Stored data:
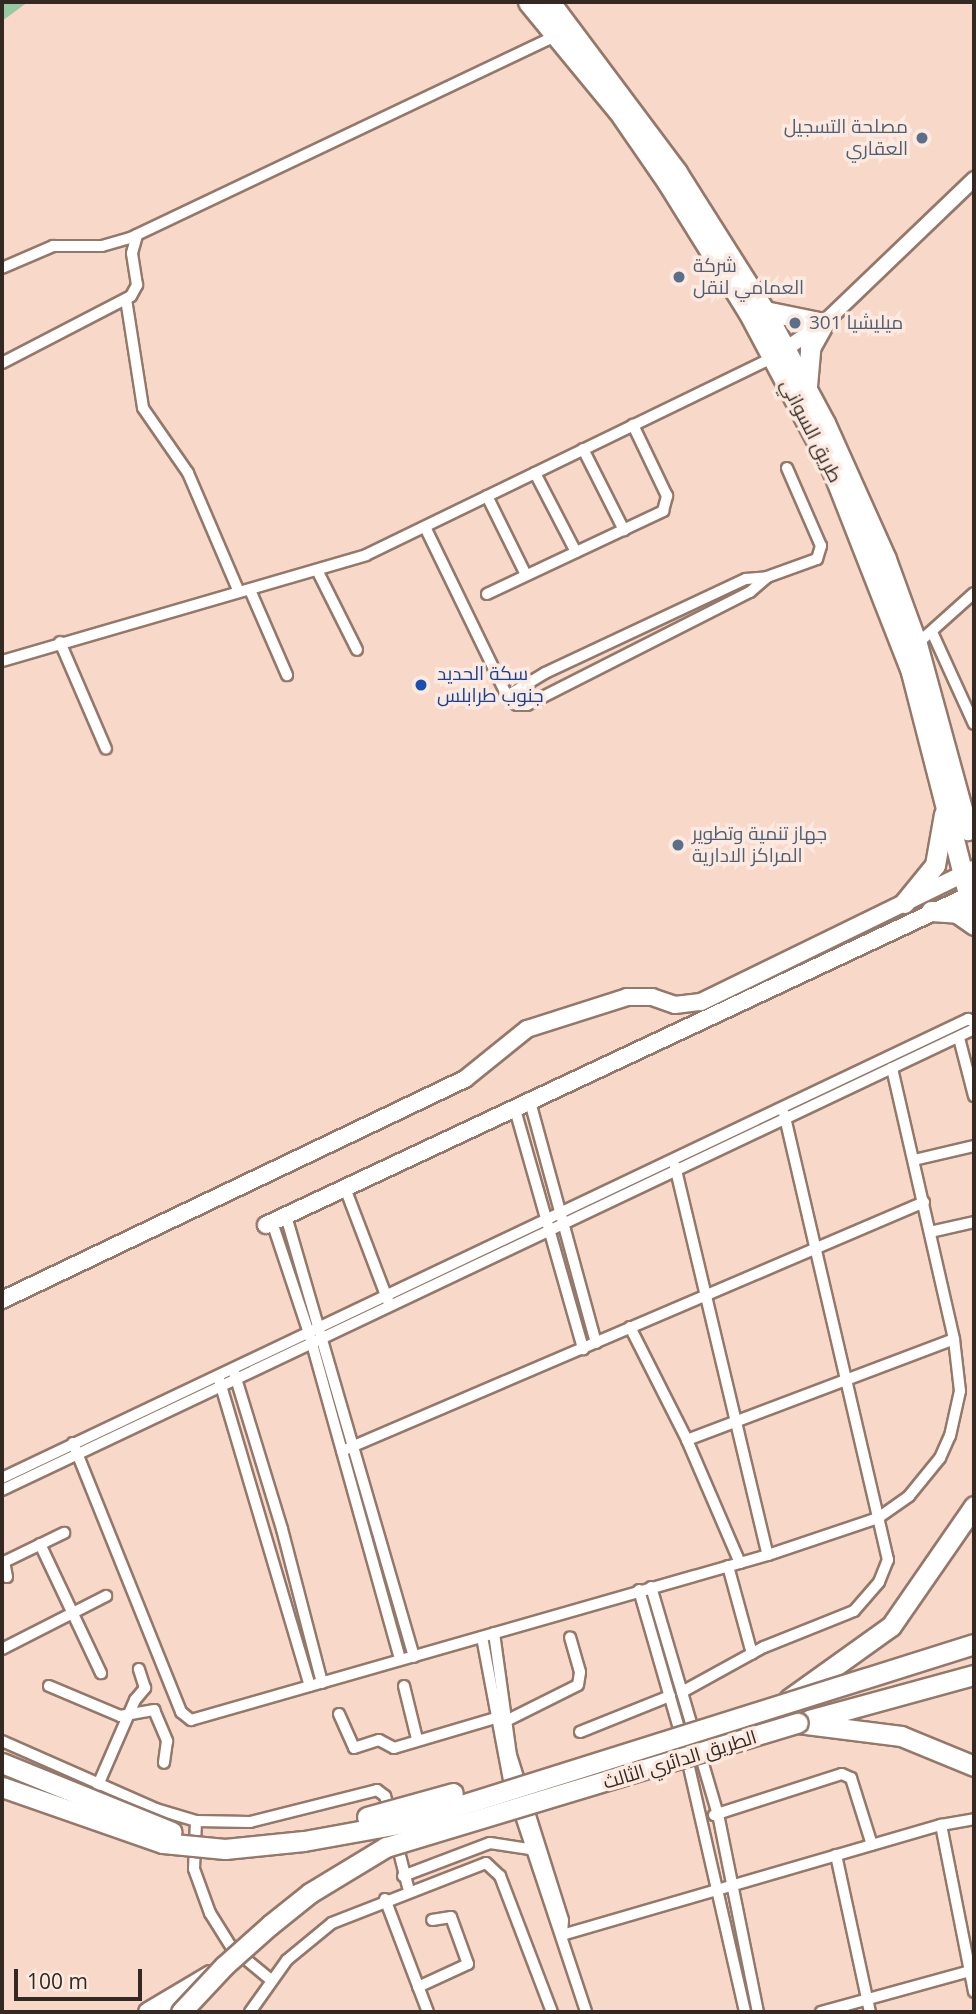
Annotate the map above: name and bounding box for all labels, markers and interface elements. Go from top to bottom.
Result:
place label: مصلحة التسجيل العقاري [784,116,908,160]
marker: مصلحة التسجيل العقاري [914,130,930,146]
place label: شركة العمامي لنقل [693,255,804,299]
marker: شركة العمامي لنقل [671,269,687,285]
place label: ميليشيا 301 [809,312,903,334]
marker: ميليشيا 301 [787,315,803,331]
street label: طريق السواني [775,375,847,487]
place label: سكة الحديد جنوب طرابلس [437,663,544,707]
marker: سكة الحديد جنوب طرابلس [411,675,431,695]
place label: جهاز تنمية وتطوير المراكز الادارية [692,823,827,867]
marker: جهاز تنمية وتطوير المراكز الادارية [670,837,686,853]
street label: الطريق الدائري الثالث [600,1726,760,1794]
scale bar [18,1954,145,1998]
text: 100 m [27,1967,88,1995]

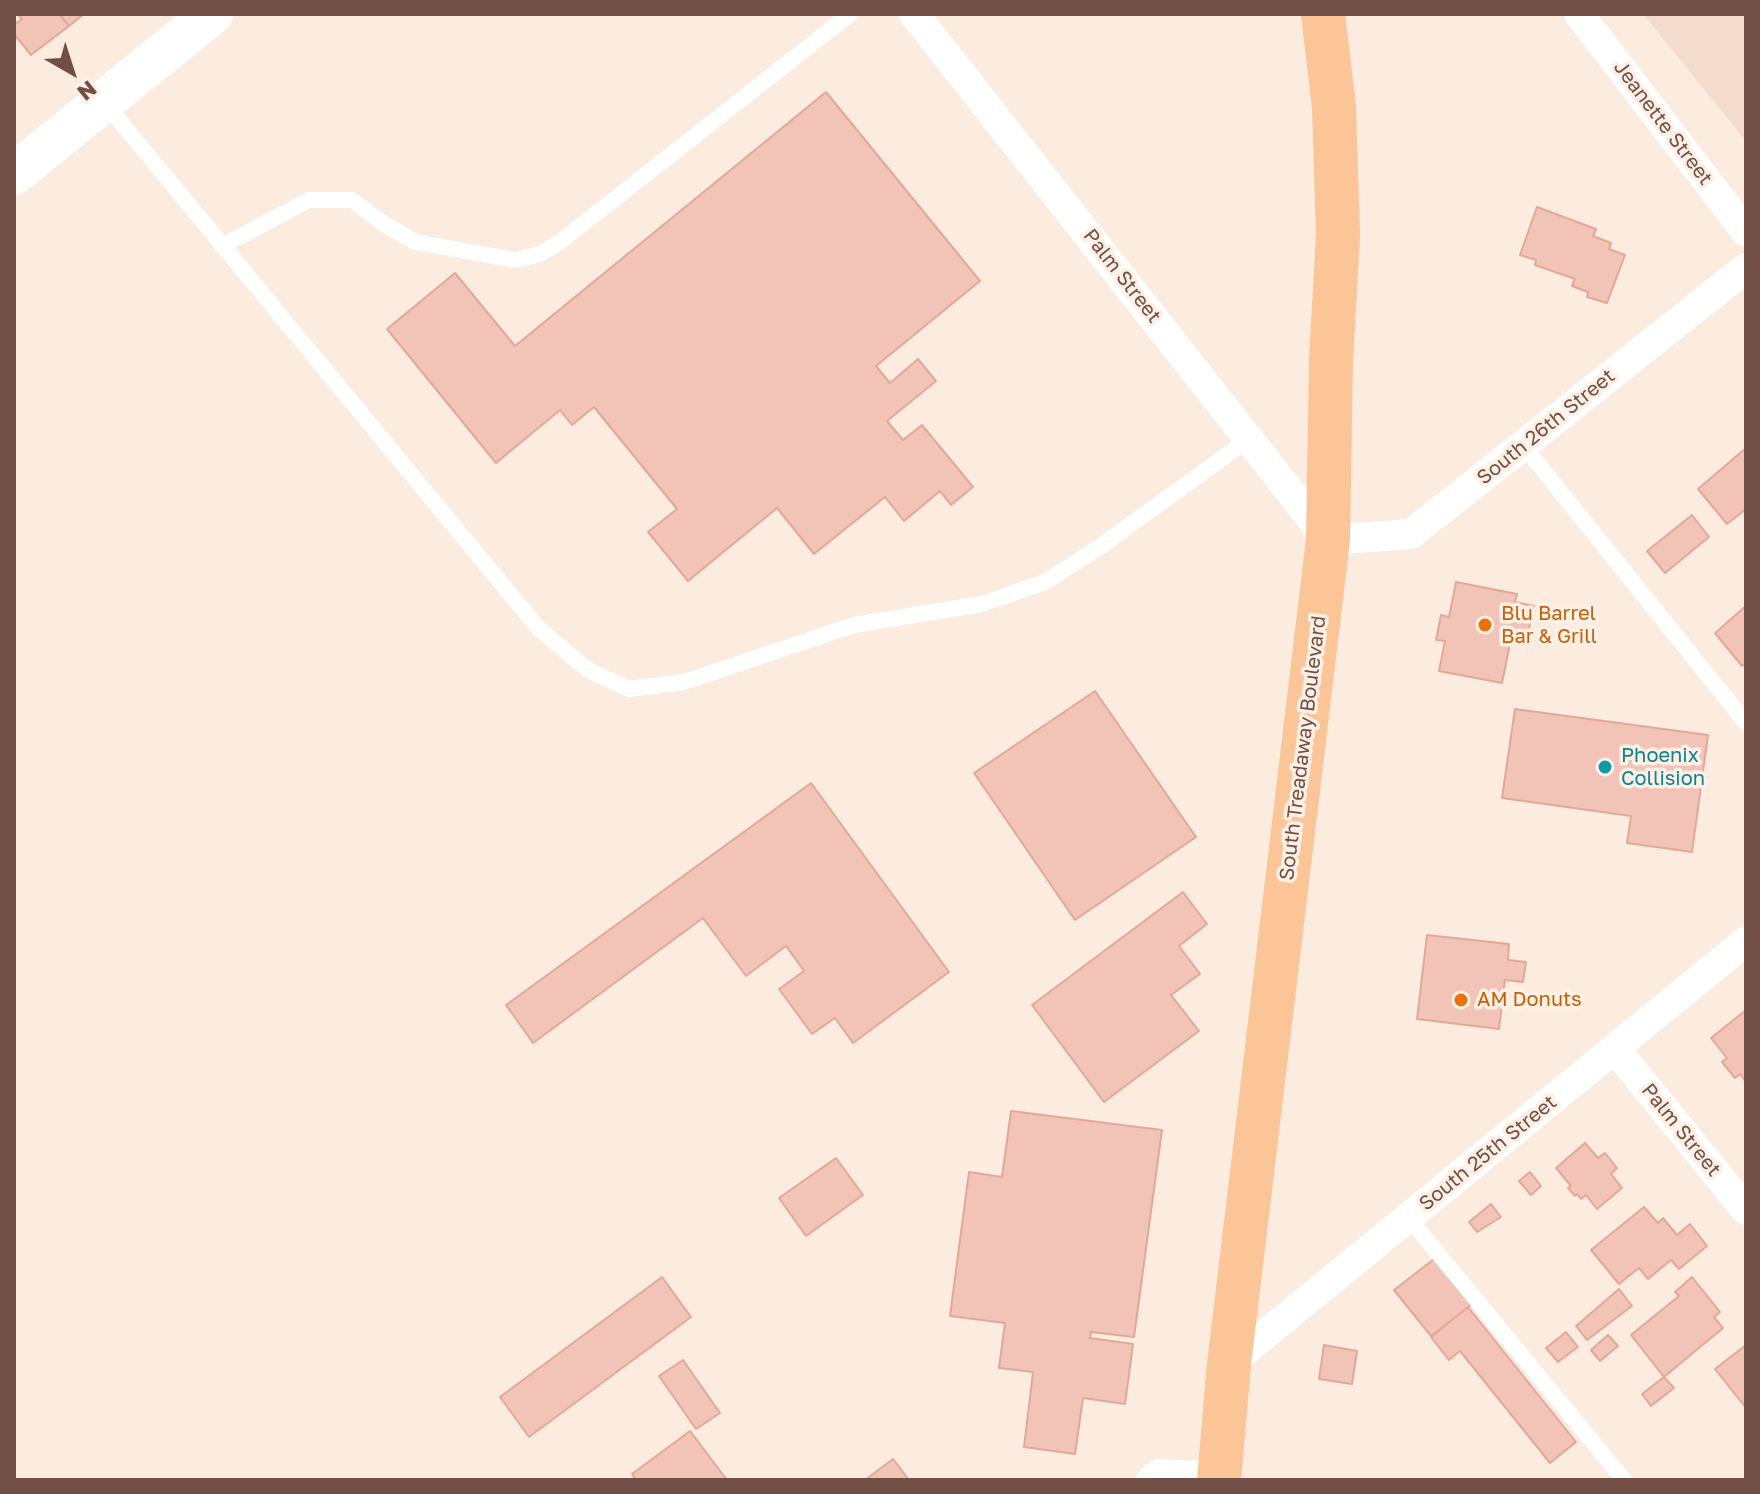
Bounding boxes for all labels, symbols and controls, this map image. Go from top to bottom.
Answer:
north arrow [32,32,112,112]
street label: Jeanette Street [1608,56,1718,190]
text: N [72,75,102,107]
street label: Palm Street [1078,224,1166,328]
street label: South 26th Street [1472,364,1620,490]
place label: Blu Barrel Bar & Grill [1501,602,1597,649]
street label: South Treadaway Boulevard [1275,614,1331,882]
marker: Blu Barrel Bar & Grill [1476,616,1494,634]
place label: Phoenix Collision [1621,744,1705,791]
marker: Phoenix Collision [1596,758,1614,776]
place label: AM Donuts [1477,988,1582,1012]
marker: AM Donuts [1452,991,1470,1009]
street label: Palm Street [1636,1079,1726,1181]
street label: South 25th Street [1414,1090,1562,1216]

**WHAT TO PRODUCE:**
In the records above, how many lines contain the word "from"? State only the number.

**RESPONSE TO THE TASK:**
2